Quello che mangi non è un salmone (quello che stai facendo estinguere, sì)
Viaggio nel cuore degli allevamenti di salmone del nord Europa, dove la carne viene colorata, il maltrattamento animale è regola e gli ecosistemi a rischio. Primo fra tutti, quello del salmone selvaggio, sempre più a rischio estinzione
Vestfirðir, Islanda. «Il salmone che mangi, in realtà, non è arancione».Sorride sotto la barba, Mikael Frödin, mentre lo guardi con la faccia di chi ha appena scoperto che Babbo Natale non esiste. Condividiamo il sedile posteriore di un minivan che sobbalza lungo una strada di asfalto nero tra la neve e il mare. Siamo nella regione del Vestfirðir islandese, all’estremità nord occidentale dell’Islanda, tra l’indice e il medio della mano di terra che sembra allungarsi verso la Groenlandia, quasi a volerla toccare. «Qui a volte arrivano gli orsi polari a nuoto – aveva raccontato poco prima Fridleifur Gudmundsson detto Frid, professione avvocato e attivista, che è seduto sul sedile anteriore -. Ce li ritroviamo esausti e traumatizzati sulla riva e li riportiamo indietro».
Ci troviamo in Islanda, nel Vestfirðir, sul minivan, perché Patagonia, azienda americana produttrice di abbigliamento tecnico, l’archetipo delle benefit corporation, imprese che mettono il loro impatto sociale e ambientale accanto ai profitti , ha prodotto un documentario chiamato Artifishal, sull’allevamento intensivo dei salmoni e sulla scomparsa del pesce selvaggio dalle acque del pianeta. Contestualmente, è stata lanciata anche una petizione che chiede ai governi e ai membri del parlamento di Islanda, Scozia, Irlanda e Norvegia di fermare la devastazione della fauna ittica selvaggia e degli ecosistemi in cui vive causata dagli allevamenti in mare aperto dei salmoni e di impedire la concessione di ogni nuova licenza d’allevamento. Primo firmatario di questa petizione è il North Atlantic Salmon Fund Iceland di cui Frid è portavoce perché proprio l’Islanda, in queste settimane, sta votando per liberalizzare le licenze all’allevamento intensivo di salmoni in mare aperto. E non è un caso che la première assoluta del film abbia luogo proprio in Islanda.
Torniamo al salmone, però. Che non nasce, né cresce arancione perché nelle reti in mare aperto dove viene allevato non si nutre né di gamberi né di krill, come fanno i salmoni selvaggi. No, i salmoni d’allevamento mangiano altro: mangimi animali o di soia ogm direttamente importata dal Brasile al prezzo di conclamate devastazioni ambientali, ormoni, antibiotici, additivi chimici. La loro carne è grigia, fino a pochi giorni dalla macellazione, quando viene colorata artificialmente: con integratori a base di carotene, nel migliore dei casi. Oppure con additivi chimici che fanno aumentare i costi di allevamento del 20%, ma garantiscono un generoso ritorno economico ai produttori: «Se il salmone d’allevamento fosse grigio, tutti comprerebbero salmone selvaggio – spiega Mikael -. In questo modo la gente non li distingue, trova un colore che riconosce e compra il salmone meno caro che trova sul banco, quello di allevamento. Così si spingono fuori dal mercato i produttori di salmone selvaggio». La chiosa è amara: «Noi compriamo e mangiamo l’imitazione di un pesce, mentre il pesce originale scompare. Sarebbe buffo, se non fosse tragico», sbuffa.

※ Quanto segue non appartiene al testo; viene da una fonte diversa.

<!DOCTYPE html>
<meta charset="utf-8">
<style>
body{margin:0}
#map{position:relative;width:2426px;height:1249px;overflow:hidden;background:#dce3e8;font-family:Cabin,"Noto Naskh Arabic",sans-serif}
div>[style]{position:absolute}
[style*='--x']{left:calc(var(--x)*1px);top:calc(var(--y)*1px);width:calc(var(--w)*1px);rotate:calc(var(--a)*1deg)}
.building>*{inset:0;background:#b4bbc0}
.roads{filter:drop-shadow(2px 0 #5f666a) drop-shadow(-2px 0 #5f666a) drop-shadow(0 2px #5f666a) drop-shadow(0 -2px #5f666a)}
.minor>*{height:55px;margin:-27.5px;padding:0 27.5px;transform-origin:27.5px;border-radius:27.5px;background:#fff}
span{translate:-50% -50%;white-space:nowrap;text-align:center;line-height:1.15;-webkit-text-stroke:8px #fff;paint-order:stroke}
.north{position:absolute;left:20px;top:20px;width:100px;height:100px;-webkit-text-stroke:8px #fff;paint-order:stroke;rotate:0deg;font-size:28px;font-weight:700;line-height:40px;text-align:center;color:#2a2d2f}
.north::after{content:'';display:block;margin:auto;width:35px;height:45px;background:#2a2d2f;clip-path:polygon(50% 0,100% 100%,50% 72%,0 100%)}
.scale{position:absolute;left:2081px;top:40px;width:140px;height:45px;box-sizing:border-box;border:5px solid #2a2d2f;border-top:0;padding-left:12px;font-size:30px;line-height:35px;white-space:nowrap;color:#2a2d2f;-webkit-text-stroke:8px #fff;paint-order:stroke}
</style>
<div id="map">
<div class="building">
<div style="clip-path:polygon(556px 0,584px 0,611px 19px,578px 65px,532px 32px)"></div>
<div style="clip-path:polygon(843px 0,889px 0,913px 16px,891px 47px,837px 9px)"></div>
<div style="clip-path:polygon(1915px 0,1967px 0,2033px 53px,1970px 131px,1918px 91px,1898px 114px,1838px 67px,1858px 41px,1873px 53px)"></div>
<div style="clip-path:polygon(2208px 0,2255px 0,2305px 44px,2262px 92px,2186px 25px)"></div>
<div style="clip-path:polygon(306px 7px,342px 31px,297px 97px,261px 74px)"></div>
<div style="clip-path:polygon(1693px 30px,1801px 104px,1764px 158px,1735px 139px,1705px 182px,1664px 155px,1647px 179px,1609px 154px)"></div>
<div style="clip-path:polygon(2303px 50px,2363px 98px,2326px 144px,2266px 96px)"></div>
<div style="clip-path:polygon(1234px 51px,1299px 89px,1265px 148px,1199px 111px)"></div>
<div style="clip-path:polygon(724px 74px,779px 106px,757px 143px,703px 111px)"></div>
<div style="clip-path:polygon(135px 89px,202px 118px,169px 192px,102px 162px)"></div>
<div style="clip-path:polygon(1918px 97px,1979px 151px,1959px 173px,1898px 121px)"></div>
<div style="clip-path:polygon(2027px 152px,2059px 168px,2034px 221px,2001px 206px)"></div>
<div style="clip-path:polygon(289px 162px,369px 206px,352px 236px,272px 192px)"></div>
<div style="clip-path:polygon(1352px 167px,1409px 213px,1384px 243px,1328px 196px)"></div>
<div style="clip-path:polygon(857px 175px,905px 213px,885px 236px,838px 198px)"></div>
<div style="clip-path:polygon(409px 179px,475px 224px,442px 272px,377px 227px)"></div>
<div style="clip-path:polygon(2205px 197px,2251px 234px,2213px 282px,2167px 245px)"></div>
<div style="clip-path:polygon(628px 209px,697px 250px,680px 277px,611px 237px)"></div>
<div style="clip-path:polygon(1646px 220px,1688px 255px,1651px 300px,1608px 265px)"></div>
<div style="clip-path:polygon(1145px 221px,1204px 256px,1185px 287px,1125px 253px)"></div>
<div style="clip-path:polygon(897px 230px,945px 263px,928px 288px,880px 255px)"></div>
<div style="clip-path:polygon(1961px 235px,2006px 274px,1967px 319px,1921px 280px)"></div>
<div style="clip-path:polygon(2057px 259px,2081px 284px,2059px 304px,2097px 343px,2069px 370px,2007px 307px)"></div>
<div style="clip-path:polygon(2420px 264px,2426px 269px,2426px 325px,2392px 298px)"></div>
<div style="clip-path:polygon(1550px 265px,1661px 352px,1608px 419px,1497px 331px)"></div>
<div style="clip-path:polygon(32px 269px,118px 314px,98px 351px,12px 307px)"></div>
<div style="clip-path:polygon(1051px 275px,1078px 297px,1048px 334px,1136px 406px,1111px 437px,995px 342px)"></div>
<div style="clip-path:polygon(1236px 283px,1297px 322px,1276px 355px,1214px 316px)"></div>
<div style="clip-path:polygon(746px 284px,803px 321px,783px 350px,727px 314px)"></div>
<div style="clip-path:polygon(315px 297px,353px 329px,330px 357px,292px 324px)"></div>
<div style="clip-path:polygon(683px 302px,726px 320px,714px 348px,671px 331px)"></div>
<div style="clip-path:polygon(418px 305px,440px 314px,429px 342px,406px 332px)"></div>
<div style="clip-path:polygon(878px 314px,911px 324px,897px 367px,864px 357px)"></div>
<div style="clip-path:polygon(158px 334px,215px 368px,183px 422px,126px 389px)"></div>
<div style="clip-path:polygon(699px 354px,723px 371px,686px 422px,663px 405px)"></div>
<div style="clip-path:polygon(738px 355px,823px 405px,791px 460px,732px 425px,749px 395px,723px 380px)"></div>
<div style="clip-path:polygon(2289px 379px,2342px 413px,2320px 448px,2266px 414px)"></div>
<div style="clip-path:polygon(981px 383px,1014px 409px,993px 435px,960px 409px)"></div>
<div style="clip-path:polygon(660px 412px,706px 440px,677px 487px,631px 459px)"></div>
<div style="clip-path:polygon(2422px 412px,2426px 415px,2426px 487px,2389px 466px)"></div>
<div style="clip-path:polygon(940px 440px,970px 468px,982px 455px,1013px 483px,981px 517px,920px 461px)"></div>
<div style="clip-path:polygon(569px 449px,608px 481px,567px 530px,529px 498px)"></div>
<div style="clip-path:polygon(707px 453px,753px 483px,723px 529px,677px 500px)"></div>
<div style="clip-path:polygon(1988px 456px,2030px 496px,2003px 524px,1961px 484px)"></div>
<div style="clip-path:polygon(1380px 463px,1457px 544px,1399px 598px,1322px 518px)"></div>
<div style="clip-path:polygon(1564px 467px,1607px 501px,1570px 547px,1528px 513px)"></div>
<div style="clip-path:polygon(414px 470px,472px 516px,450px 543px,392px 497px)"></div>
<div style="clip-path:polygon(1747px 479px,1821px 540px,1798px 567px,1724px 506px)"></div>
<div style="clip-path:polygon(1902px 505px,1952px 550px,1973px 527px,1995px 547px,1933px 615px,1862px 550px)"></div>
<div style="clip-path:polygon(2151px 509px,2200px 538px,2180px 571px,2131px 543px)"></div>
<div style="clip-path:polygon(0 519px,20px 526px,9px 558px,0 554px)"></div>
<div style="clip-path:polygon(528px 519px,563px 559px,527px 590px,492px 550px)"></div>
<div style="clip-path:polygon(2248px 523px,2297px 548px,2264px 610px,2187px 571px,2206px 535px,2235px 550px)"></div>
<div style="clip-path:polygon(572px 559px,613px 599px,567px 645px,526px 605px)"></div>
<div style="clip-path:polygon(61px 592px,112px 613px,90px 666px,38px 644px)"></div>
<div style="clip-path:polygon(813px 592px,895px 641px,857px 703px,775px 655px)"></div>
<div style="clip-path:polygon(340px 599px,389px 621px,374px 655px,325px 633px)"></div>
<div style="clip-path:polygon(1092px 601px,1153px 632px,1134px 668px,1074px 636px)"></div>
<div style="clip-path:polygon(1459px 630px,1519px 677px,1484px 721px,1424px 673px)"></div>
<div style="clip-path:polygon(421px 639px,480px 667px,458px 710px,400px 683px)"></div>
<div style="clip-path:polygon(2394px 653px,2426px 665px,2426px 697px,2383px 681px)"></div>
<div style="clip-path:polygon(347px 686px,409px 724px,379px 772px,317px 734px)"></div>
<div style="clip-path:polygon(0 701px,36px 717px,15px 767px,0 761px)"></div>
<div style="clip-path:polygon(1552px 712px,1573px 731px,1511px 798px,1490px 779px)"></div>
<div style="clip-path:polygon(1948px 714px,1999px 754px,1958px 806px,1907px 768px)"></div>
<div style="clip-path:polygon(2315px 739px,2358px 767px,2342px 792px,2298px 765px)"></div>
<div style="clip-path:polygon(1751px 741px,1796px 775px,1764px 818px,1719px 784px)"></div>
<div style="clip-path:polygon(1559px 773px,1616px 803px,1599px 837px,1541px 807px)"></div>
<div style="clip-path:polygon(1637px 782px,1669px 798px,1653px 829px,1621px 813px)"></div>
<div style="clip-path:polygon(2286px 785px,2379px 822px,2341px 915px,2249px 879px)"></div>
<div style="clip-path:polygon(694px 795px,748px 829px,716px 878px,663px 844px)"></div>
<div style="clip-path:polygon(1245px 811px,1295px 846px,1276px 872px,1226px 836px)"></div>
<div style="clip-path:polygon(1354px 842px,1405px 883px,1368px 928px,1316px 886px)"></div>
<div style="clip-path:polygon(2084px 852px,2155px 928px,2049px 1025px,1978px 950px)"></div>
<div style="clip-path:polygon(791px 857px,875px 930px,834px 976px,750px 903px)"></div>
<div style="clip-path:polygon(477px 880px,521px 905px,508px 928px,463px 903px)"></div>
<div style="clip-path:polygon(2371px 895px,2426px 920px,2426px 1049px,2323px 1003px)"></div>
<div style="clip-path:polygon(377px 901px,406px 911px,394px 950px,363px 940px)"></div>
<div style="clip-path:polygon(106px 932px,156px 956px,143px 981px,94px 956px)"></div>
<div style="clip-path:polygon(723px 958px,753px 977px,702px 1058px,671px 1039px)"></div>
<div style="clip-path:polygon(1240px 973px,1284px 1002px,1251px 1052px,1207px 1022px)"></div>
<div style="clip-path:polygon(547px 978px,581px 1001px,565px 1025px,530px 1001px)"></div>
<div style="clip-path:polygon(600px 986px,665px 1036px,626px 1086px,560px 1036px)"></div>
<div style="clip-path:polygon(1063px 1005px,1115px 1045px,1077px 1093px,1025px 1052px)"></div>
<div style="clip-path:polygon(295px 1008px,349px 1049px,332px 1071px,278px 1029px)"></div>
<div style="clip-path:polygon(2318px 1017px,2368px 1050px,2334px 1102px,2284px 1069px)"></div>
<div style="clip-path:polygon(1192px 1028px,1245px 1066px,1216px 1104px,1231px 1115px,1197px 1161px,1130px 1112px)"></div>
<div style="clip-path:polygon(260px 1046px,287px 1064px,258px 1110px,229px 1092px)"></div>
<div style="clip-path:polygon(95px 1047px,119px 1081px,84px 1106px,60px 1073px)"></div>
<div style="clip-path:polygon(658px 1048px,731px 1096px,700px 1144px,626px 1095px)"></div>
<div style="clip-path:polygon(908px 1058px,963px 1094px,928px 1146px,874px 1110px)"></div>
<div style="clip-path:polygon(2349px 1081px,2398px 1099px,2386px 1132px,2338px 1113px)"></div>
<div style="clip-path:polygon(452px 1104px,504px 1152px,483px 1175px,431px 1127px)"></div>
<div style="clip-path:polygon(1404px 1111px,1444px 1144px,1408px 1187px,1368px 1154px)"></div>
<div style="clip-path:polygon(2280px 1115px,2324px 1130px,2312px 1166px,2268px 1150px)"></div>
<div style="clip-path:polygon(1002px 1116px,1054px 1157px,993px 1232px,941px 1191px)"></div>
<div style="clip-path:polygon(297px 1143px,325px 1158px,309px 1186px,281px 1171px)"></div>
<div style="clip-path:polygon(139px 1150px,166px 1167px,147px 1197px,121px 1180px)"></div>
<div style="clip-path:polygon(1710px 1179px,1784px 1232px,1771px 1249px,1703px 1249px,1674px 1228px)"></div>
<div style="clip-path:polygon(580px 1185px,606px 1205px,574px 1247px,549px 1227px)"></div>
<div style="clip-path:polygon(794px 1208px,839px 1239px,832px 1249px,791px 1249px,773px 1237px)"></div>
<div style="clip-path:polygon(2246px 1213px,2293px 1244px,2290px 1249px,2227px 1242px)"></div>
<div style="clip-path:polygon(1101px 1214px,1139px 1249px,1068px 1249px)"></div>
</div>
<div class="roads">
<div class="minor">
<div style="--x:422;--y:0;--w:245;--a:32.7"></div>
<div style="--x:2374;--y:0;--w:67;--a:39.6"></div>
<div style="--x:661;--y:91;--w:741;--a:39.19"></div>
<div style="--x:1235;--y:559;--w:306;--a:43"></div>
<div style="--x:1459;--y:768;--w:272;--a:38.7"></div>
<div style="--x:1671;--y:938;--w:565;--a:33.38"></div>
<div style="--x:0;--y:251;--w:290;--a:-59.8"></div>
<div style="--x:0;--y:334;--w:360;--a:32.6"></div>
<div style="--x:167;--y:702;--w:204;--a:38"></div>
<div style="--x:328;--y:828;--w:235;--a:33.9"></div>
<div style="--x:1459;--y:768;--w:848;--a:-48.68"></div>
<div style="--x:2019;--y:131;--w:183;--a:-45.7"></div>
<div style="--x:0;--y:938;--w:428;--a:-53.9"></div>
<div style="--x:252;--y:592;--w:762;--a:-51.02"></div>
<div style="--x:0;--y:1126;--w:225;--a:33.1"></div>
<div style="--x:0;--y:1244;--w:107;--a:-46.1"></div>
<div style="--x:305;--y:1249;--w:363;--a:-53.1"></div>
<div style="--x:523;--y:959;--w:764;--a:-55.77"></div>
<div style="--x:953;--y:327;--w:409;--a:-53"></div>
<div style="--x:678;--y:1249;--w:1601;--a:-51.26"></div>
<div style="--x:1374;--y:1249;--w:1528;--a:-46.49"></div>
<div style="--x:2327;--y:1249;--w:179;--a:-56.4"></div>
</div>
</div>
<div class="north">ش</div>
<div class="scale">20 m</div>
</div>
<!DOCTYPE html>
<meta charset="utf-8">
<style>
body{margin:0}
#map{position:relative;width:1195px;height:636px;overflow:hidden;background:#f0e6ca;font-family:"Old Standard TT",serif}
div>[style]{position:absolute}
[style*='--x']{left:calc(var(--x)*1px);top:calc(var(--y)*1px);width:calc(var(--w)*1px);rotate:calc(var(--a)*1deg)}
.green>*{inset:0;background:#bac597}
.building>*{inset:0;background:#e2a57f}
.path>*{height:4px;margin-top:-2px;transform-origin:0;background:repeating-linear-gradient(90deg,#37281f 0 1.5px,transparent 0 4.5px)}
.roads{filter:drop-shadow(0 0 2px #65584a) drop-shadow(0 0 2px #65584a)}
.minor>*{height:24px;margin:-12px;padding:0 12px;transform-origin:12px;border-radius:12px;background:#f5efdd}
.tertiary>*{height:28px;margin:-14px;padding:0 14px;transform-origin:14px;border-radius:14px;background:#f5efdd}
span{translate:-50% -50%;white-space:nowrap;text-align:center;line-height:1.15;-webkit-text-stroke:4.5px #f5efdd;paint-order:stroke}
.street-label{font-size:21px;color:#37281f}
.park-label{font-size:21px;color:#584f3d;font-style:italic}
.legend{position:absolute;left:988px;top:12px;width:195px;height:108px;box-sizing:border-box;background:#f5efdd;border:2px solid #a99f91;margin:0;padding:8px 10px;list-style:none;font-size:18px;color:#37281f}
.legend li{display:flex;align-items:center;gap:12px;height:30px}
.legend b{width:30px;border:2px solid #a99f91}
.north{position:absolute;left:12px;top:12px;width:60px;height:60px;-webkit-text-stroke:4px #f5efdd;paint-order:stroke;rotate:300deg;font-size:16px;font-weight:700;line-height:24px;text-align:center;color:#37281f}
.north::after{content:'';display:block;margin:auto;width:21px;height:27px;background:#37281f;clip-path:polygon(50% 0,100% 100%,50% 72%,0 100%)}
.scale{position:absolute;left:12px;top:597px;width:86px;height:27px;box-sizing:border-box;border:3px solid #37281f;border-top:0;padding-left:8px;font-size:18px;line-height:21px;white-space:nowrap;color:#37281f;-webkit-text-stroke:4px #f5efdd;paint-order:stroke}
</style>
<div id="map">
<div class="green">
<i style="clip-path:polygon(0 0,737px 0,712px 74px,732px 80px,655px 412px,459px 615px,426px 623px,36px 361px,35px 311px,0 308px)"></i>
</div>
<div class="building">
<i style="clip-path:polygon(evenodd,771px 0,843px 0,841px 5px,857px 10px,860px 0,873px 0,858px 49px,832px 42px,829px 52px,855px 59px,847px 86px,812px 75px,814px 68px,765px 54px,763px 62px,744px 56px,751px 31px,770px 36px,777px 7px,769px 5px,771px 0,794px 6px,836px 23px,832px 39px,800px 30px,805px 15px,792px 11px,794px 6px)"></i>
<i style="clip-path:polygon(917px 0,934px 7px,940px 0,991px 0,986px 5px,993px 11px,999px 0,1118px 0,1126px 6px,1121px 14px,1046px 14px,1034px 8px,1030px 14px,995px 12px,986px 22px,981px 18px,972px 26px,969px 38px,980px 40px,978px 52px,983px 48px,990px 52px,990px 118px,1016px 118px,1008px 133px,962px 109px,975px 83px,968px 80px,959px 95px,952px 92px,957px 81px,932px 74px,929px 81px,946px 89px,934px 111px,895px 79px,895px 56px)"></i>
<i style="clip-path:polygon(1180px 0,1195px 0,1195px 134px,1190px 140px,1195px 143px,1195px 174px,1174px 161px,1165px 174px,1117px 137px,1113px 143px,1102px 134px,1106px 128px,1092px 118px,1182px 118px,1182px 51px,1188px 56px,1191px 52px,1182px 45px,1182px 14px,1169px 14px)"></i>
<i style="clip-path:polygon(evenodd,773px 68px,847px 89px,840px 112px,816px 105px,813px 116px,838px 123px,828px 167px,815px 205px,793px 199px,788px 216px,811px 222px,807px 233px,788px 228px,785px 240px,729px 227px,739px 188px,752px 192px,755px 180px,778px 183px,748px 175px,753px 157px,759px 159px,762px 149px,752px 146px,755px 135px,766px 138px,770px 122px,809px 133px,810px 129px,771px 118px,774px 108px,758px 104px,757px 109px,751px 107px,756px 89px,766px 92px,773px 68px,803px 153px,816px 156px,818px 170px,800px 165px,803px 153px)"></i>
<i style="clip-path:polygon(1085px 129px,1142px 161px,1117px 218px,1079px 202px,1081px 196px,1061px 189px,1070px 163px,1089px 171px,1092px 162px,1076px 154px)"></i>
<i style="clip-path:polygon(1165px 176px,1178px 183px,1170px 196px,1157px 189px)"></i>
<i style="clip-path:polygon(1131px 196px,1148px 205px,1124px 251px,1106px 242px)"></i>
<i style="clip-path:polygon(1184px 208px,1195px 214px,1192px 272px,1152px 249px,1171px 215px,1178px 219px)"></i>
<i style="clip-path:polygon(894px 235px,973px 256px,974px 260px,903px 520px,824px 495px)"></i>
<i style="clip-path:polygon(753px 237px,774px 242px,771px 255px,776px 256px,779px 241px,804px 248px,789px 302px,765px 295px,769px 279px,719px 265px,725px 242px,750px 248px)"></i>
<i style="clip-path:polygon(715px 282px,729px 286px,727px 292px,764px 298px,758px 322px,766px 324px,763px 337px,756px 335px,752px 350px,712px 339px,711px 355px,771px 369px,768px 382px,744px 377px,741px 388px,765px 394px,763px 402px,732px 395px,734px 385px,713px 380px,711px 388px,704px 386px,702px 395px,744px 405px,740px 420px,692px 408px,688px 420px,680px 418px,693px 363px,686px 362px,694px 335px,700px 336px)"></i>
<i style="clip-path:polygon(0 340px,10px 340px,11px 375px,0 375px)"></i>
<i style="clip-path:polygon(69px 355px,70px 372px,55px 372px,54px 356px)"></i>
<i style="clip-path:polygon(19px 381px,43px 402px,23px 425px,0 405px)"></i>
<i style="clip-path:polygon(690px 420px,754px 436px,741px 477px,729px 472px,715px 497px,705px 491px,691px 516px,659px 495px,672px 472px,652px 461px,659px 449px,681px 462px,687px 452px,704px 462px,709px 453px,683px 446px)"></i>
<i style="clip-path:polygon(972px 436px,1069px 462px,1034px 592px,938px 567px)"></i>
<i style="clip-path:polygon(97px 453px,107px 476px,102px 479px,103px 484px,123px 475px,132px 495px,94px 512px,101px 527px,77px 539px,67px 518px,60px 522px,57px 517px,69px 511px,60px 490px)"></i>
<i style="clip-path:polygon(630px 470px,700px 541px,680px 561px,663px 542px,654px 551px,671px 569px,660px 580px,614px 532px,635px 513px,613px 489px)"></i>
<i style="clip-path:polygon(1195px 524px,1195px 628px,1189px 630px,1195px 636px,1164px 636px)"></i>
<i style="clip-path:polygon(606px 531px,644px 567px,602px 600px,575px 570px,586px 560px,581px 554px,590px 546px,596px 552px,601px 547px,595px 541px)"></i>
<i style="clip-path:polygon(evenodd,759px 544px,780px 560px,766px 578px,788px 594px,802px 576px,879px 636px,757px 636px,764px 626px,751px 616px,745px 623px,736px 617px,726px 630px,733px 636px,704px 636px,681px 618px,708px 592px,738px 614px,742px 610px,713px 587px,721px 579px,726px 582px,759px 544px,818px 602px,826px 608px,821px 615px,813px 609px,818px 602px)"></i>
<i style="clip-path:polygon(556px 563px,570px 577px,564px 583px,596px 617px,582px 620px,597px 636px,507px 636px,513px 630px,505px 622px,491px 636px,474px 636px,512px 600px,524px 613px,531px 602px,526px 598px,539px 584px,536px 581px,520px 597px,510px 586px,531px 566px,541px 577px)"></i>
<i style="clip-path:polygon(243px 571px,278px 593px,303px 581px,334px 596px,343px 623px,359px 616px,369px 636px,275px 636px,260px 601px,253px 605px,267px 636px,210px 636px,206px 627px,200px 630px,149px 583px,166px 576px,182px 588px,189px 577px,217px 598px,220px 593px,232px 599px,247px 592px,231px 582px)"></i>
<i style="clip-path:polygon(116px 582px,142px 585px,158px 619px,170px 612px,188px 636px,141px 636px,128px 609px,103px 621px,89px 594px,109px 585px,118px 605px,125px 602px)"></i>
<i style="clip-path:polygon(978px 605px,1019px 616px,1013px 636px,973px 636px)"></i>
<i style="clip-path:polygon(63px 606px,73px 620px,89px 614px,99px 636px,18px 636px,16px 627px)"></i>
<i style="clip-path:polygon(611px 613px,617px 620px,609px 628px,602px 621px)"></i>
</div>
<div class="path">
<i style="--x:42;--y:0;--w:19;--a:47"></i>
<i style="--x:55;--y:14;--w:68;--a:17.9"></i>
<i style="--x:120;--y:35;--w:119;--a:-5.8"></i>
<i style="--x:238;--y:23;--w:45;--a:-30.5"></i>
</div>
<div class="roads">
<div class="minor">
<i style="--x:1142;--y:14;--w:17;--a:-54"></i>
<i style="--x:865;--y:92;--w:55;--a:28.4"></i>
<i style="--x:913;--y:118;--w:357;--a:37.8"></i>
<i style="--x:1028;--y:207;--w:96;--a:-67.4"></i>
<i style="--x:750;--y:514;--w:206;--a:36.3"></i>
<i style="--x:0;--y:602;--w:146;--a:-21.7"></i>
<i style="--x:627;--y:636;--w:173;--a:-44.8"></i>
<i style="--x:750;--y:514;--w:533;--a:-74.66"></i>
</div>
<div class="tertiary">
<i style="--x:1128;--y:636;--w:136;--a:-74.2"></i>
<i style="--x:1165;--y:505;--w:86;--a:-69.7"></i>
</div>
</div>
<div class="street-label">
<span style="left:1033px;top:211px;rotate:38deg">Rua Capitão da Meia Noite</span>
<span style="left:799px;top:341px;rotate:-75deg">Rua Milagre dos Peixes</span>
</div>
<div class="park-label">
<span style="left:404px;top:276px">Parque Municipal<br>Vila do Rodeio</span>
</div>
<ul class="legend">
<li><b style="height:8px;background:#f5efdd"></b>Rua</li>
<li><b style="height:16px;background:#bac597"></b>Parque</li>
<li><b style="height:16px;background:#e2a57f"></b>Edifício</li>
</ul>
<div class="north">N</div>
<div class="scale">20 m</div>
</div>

«Nessuno sa cosa succede in fondo al mare»
Una piccola imbarcazione a motore ci conduce verso uno di questi
allevamenti in mare aperto, quattro strutture metalliche circolari, del
diametro di poche decine di metri. Accanto a loro, una chiatta,
apparentemente senza nessuno a bordo, si occupa di fornire ai salmoni
cibo e medicinali attraverso un tubo metallico. Il silenzio è irreale.
Nessuno, da qui, potrebbe immaginare quel che ha visto Mikael Frödin,
calandosi in una di queste fish farm con una telecamera, in quella che
diventerà la scena più disturbante di Arifishal: «Non volevo credere ai
miei occhi – racconta -. Mi aspettavo tanti pesci, ma non così
tanti. Saranno stati 80, 90mila in una pozza di 80 metri di profondità,
circa. Giravano in tondo: alcuni erano ciechi, altri devastati dal
pidocchio di mare che gli stacca la pelle a brani, lasciando la
carne viva a contatto con l’acqua circostante, intorbidita dagli
escrementi e dai residui di cibo. Tutti o quasi avevano la coda mozzata,
rosicchiata dagli altri salmoni che nuotavano in quel carnaio». Nel
film, una volta uscito dalla vasca, Mikael sbarra gli occhi e urla:
«Nessuna madre vorrebbe dare questa roba da mangiare ai propri figli».
I numeri sono impressionanti tanto quanto la descrizione di Mikael, che per quelle immagini è stato incriminato ed è oggi sotto processo: «Ogni singola vasca può contenere sino a 200mila salmoni – spiega Frid -, ma 50mila tra loro, muoiono prima di essere macellati, a causa delle malattie, di pidocchi di mare e dell’inquinamento dell’acqua. Non c’è altro allevamento animale che ha analoghi tassi di mortalità. Non solo: i rifiuti prodotti da tre sole gabbie sono pari all’equivalente di liquami prodotti da 120.000 persone. Quelle quattro gabbie circolari, piccole, silenziose e apparentemente insignificanti, producono gli stessi liquami dell’intera città di Reykjavík, la capitale dell’Islanda. Il problema è che lo fanno in una rete, nel bel mezzo di un fiordo, in pieno oceano: «Nei fiordi in cui ci sono gli allevamenti di salmoni stanno scomparendo gamberi e krill che nutrono i salmoni selvaggi e altri pesci, che a loro volta nutrono pesci più grandi, sino ad arrivare ai predatori in cima alla catena alimentare come le orche. Quegli allevamenti sono una minaccia per tutto l’ecosistema dei fiordi», spiega Frid. «Nessuno sa cosa succede in fondo all’oceano -, chiosa Mikael -. Nessuno sa quanto possa fare rumore il silenzio».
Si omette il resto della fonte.